REQUIREMENT
Would you return exactly the lines from the top of the data below through the one containing "position:relative; width:1344px; height:2556px;", leaving out the pictures?

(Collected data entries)
Content starts

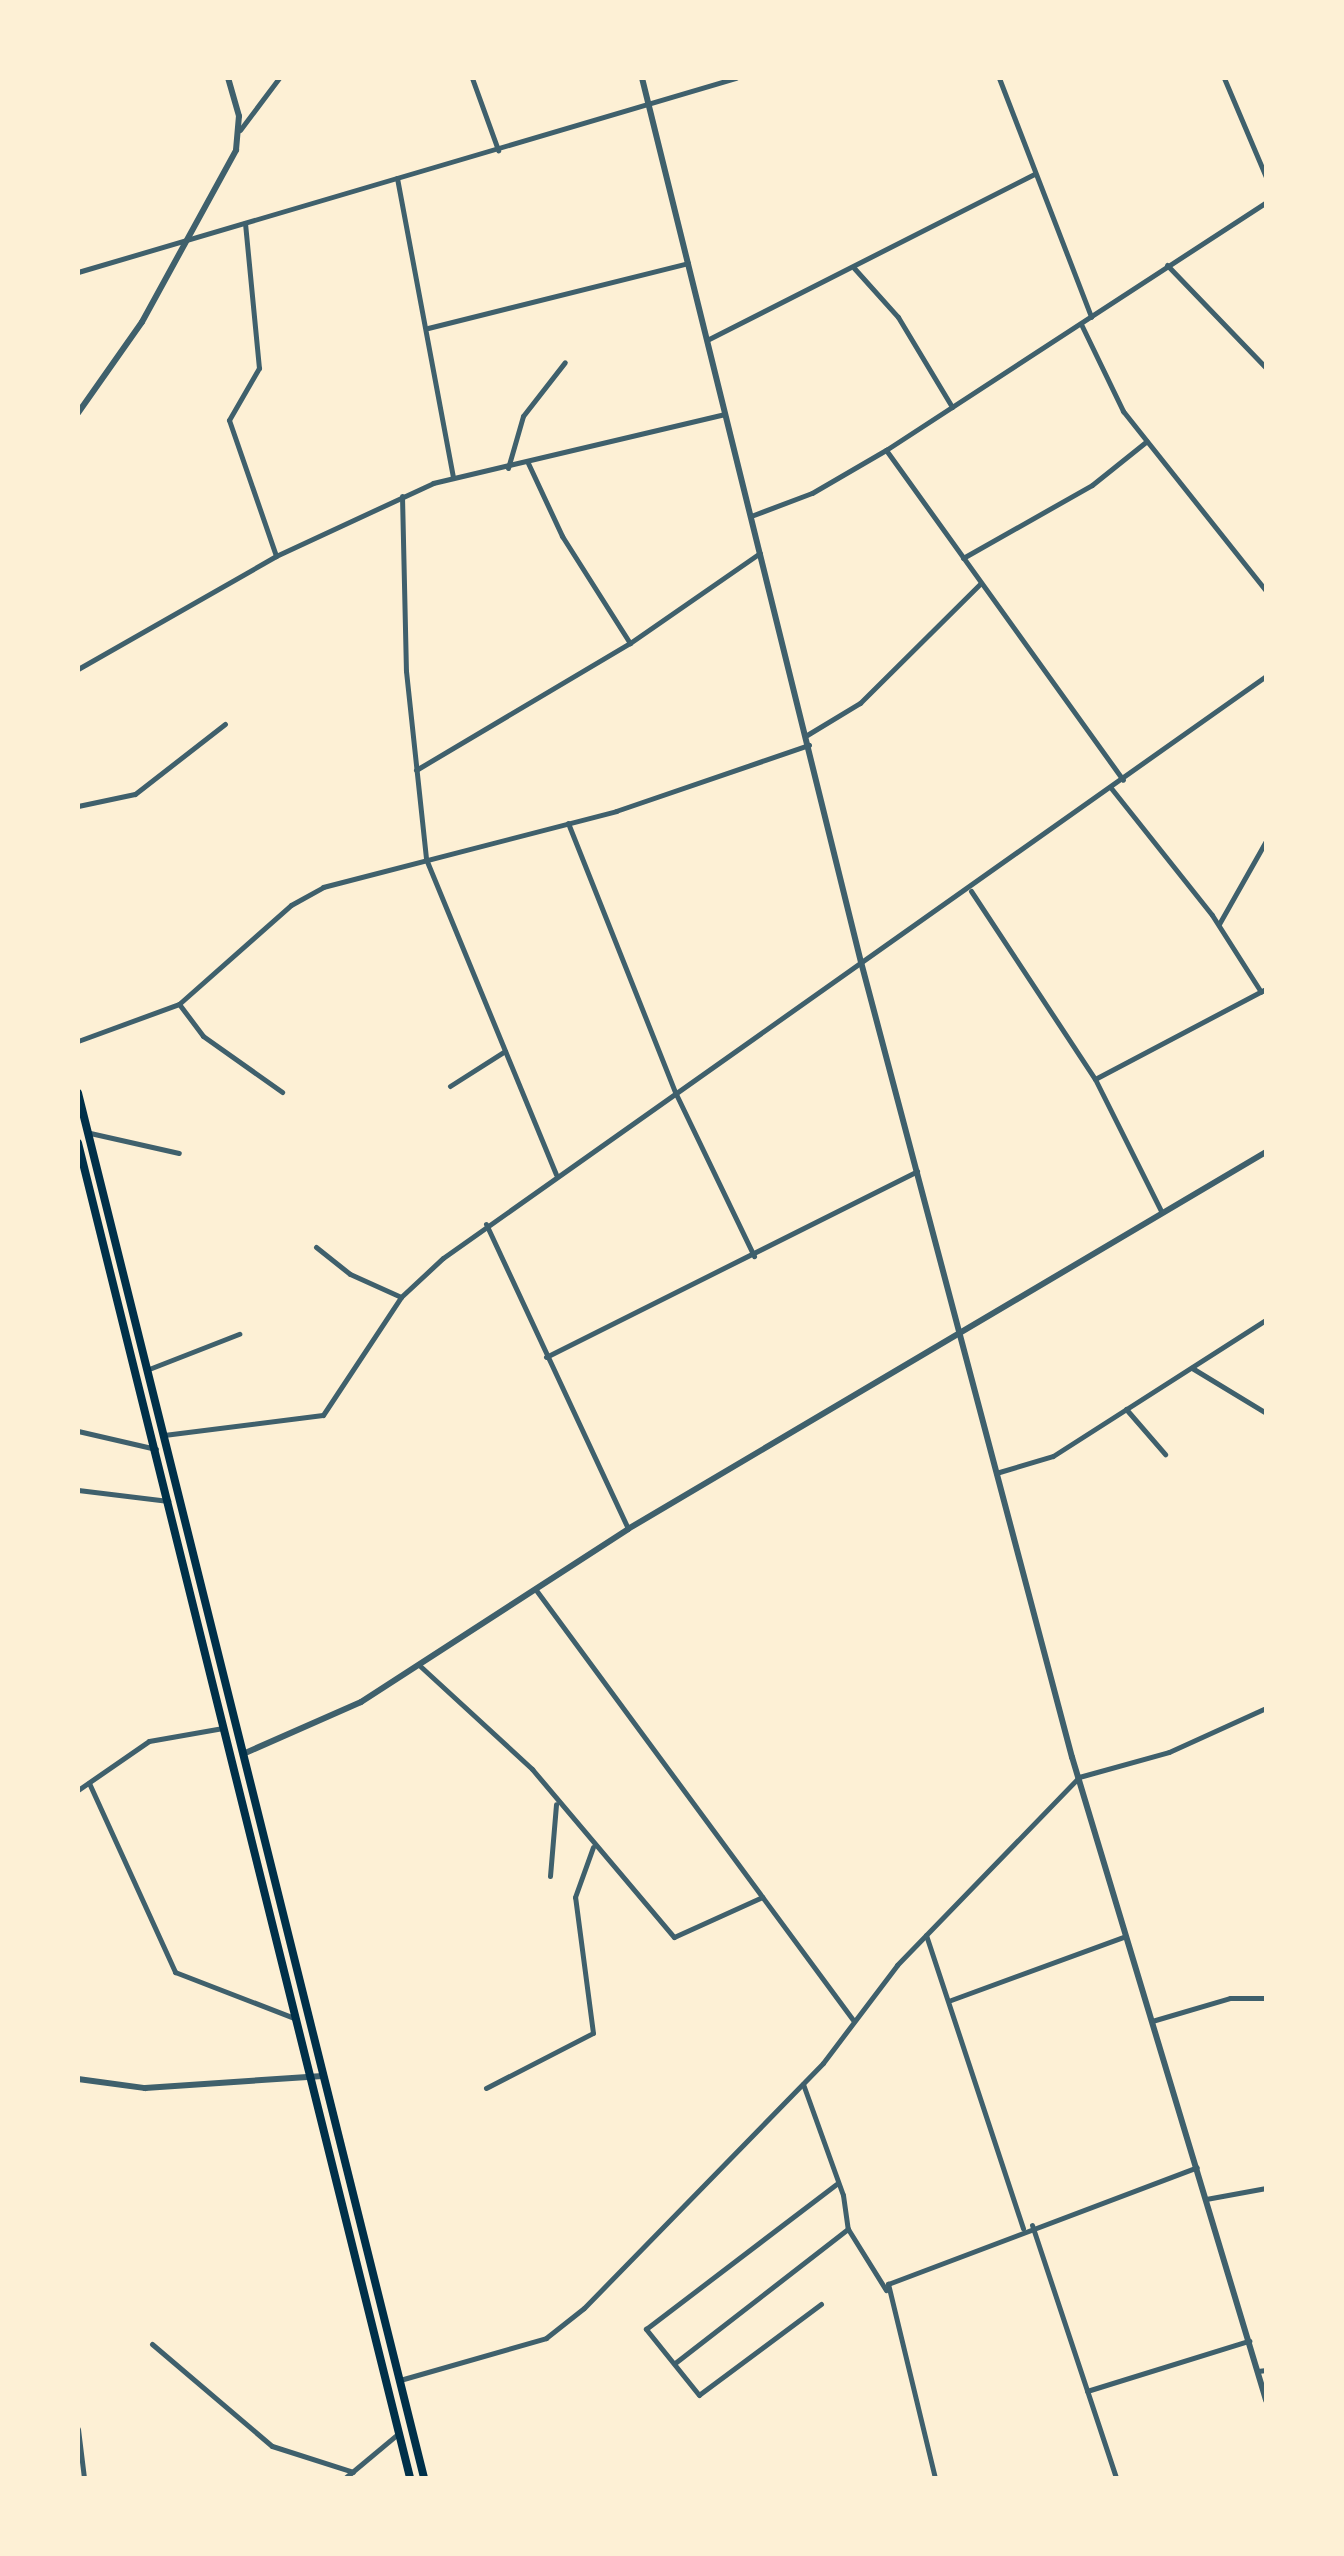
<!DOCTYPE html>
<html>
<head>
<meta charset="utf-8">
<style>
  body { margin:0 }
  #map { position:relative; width:1344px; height:2556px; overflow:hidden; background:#fdf0d5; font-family:"Work Sans",sans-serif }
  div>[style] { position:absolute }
  .minor>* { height:5px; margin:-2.5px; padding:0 2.5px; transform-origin:2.5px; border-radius:2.5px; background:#3f606c }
  .tertiary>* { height:6px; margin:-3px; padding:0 3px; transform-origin:3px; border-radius:3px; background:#3f606c }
  .primary>* { height:8px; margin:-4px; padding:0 4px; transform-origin:4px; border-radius:4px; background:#003049 }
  span { translate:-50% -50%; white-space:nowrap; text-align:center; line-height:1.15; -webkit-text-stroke:8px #fdf0d5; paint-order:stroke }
  .frame { position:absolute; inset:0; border:80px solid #fdf0d5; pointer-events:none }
</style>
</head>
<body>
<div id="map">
  <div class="minor">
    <i style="left:472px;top:78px;width:77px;rotate:70.1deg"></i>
    <i style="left:999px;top:78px;width:256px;rotate:68.9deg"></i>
    <i style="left:1224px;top:78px;width:108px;rotate:67deg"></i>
    <i style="left:240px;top:130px;width:65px;rotate:-53.1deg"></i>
    <i style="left:397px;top:178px;width:304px;rotate:79.4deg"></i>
    <i style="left:245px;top:223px;width:146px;rotate:84.5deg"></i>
    <i style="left:259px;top:368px;width:60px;rotate:120deg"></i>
    <i style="left:229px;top:420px;width:144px;rotate:70.9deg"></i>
    <i style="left:1167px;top:265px;width:143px;rotate:46.1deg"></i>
    <i style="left:854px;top:268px;width:66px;rotate:48.1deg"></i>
    <i style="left:898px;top:317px;width:105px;rotate:59deg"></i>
    <i style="left:78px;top:272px;width:686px;rotate:-16.43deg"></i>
    <i style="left:1081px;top:324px;width:97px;rotate:64.2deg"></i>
    <i style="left:1123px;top:411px;width:230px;rotate:51.5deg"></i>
    <i style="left:428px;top:328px;width:268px;rotate:-14deg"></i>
    <i style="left:707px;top:340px;width:367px;rotate:-26.9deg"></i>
    <i style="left:886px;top:450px;width:406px;rotate:54.3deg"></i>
    <i style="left:528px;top:463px;width:81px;rotate:65deg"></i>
    <i style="left:562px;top:536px;width:127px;rotate:57.6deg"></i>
    <i style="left:508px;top:468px;width:54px;rotate:-73.9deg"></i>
    <i style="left:523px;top:416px;width:68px;rotate:-52.1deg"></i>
    <i style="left:402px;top:496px;width:175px;rotate:88.7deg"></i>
    <i style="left:406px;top:671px;width:189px;rotate:83.9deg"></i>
    <i style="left:426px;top:859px;width:341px;rotate:67.6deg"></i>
    <i style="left:751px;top:516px;width:65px;rotate:-20.7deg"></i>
    <i style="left:812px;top:493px;width:86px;rotate:-30.2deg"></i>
    <i style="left:886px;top:450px;width:454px;rotate:-33.1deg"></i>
    <i style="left:963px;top:558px;width:148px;rotate:-29.5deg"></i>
    <i style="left:1092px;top:485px;width:70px;rotate:-38.7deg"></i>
    <i style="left:78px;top:669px;width:228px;rotate:-29.7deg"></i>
    <i style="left:276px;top:556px;width:173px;rotate:-24.9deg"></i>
    <i style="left:433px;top:483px;width:300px;rotate:-13.3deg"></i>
    <i style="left:807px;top:735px;width:62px;rotate:-31.1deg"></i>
    <i style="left:860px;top:703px;width:170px;rotate:-44.8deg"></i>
    <i style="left:416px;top:770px;width:249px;rotate:-30.7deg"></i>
    <i style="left:630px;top:643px;width:158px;rotate:-34.7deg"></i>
    <i style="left:1111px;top:788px;width:162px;rotate:51.5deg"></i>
    <i style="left:1212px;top:915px;width:91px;rotate:57.5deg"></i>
    <i style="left:78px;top:806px;width:58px;rotate:-11.9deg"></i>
    <i style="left:135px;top:794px;width:114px;rotate:-37.9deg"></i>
    <i style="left:568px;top:823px;width:292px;rotate:68.3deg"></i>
    <i style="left:676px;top:1094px;width:180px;rotate:64.3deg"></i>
    <i style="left:971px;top:891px;width:225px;rotate:56.6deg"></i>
    <i style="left:1095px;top:1079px;width:148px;rotate:63.4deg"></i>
    <i style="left:1219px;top:924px;width:95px;rotate:-60.5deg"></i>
    <i style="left:179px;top:1004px;width:40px;rotate:53deg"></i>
    <i style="left:203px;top:1036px;width:97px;rotate:35.3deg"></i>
    <i style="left:78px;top:1041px;width:108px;rotate:-20.1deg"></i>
    <i style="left:179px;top:1004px;width:149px;rotate:-41.5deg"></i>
    <i style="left:291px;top:905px;width:37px;rotate:-29deg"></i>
    <i style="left:323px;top:887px;width:303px;rotate:-14.5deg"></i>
    <i style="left:616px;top:811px;width:204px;rotate:-18.9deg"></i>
    <i style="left:1095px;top:1079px;width:193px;rotate:-27.8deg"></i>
    <i style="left:450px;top:1086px;width:65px;rotate:-32.5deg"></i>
    <i style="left:90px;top:1133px;width:91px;rotate:12.7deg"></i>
    <i style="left:486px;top:1224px;width:336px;rotate:65deg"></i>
    <i style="left:316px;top:1247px;width:43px;rotate:38.5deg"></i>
    <i style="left:350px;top:1274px;width:56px;rotate:24.3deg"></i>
    <i style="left:546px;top:1357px;width:415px;rotate:-26.6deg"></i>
    <i style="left:1192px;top:1368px;width:87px;rotate:31.3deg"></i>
    <i style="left:149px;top:1369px;width:97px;rotate:-21.3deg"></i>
    <i style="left:1126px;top:1409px;width:60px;rotate:49.1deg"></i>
    <i style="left:78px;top:1431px;width:80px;rotate:13deg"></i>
    <i style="left:164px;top:1435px;width:160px;rotate:-7.2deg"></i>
    <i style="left:323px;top:1415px;width:141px;rotate:-56.5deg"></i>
    <i style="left:401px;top:1297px;width:57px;rotate:-42.9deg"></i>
    <i style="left:443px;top:1258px;width:1008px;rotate:-35.27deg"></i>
    <i style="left:996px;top:1473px;width:59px;rotate:-16.6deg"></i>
    <i style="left:1053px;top:1456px;width:253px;rotate:-32.6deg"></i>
    <i style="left:78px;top:1490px;width:91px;rotate:7deg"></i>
    <i style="left:536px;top:1590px;width:534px;rotate:53.6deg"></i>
    <i style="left:419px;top:1665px;width:154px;rotate:42.6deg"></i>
    <i style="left:532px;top:1769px;width:220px;rotate:49.8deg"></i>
    <i style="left:674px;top:1937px;width:97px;rotate:-24.4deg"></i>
    <i style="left:89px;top:1783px;width:208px;rotate:65.5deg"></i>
    <i style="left:175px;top:1972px;width:128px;rotate:21.1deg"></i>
    <i style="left:78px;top:1790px;width:86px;rotate:-34.6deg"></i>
    <i style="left:149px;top:1741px;width:75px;rotate:-10deg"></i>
    <i style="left:550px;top:1876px;width:72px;rotate:-85.2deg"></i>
    <i style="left:926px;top:1935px;width:309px;rotate:71.7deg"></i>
    <i style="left:951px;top:2000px;width:186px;rotate:-20.1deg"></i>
    <i style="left:1152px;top:2021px;width:81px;rotate:-16.4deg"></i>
    <i style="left:1230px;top:1998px;width:36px"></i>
    <i style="left:803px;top:2084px;width:118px;rotate:70.2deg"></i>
    <i style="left:843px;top:2195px;width:34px;rotate:82deg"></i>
    <i style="left:848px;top:2229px;width:72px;rotate:58.1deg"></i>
    <i style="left:486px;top:2088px;width:120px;rotate:-27.2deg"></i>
    <i style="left:593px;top:2033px;width:137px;rotate:-97.5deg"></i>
    <i style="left:575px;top:1897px;width:53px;rotate:-70.2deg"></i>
    <i style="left:1206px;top:2199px;width:61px;rotate:-10.4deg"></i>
    <i style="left:1032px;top:2225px;width:267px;rotate:71.6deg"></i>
    <i style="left:821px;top:2304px;width:152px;rotate:143.3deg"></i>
    <i style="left:699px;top:2395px;width:85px;rotate:-128.8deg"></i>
    <i style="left:646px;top:2329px;width:239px;rotate:-37.3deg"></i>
    <i style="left:152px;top:2344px;width:157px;rotate:40.4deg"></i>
    <i style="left:272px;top:2446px;width:85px;rotate:17.8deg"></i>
    <i style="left:675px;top:2363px;width:219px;rotate:-37.8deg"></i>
    <i style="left:1258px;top:2371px;width:8px;rotate:-7deg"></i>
    <i style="left:400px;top:2380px;width:152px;rotate:-16deg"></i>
    <i style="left:546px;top:2338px;width:48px;rotate:-38.3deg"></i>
    <i style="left:584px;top:2308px;width:342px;rotate:-45.7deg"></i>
    <i style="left:823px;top:2063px;width:123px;rotate:-52.9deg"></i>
    <i style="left:897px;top:1965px;width:262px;rotate:-45.9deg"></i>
    <i style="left:1079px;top:1777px;width:93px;rotate:-15.5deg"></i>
    <i style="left:1169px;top:1752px;width:107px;rotate:-24.4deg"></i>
    <i style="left:1087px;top:2391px;width:170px;rotate:-17.2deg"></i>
    <i style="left:78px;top:2429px;width:49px;rotate:83deg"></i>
    <i style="left:345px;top:2478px;width:70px;rotate:-39.8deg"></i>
    <i style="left:935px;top:2478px;width:200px;rotate:-103.6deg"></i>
    <i style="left:888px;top:2284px;width:330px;rotate:-20.7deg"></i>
  </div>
  <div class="tertiary">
    <i style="left:642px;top:78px;width:911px;rotate:76.09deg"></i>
    <i style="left:861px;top:962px;width:823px;rotate:75.14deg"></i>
    <i style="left:1072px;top:1757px;width:672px;rotate:73.21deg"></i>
    <i style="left:78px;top:413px;width:111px;rotate:-54.9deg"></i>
    <i style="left:142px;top:322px;width:196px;rotate:-61.3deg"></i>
    <i style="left:236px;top:150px;width:34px;rotate:-85deg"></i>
    <i style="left:239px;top:116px;width:40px;rotate:-106deg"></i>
    <i style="left:243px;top:1754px;width:129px;rotate:-23.8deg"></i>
    <i style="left:361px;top:1702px;width:318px;rotate:-32.9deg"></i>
    <i style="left:628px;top:1529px;width:741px;rotate:-30.58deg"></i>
    <i style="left:78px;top:2079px;width:68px;rotate:7.7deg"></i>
    <i style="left:145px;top:2088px;width:178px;rotate:-3.9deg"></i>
  </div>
  <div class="primary">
    <i style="left:78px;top:1093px;width:1428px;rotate:75.97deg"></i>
    <i style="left:78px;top:1143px;width:1376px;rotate:76.03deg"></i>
  </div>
  <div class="frame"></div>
</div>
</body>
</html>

Content ends

RESULT
<!DOCTYPE html>
<html>
<head>
<meta charset="utf-8">
<style>
  body { margin:0 }
  #map { position:relative; width:1344px; height:2556px; overflow:hidden; background:#fdf0d5; font-family:"Work Sans",sans-serif }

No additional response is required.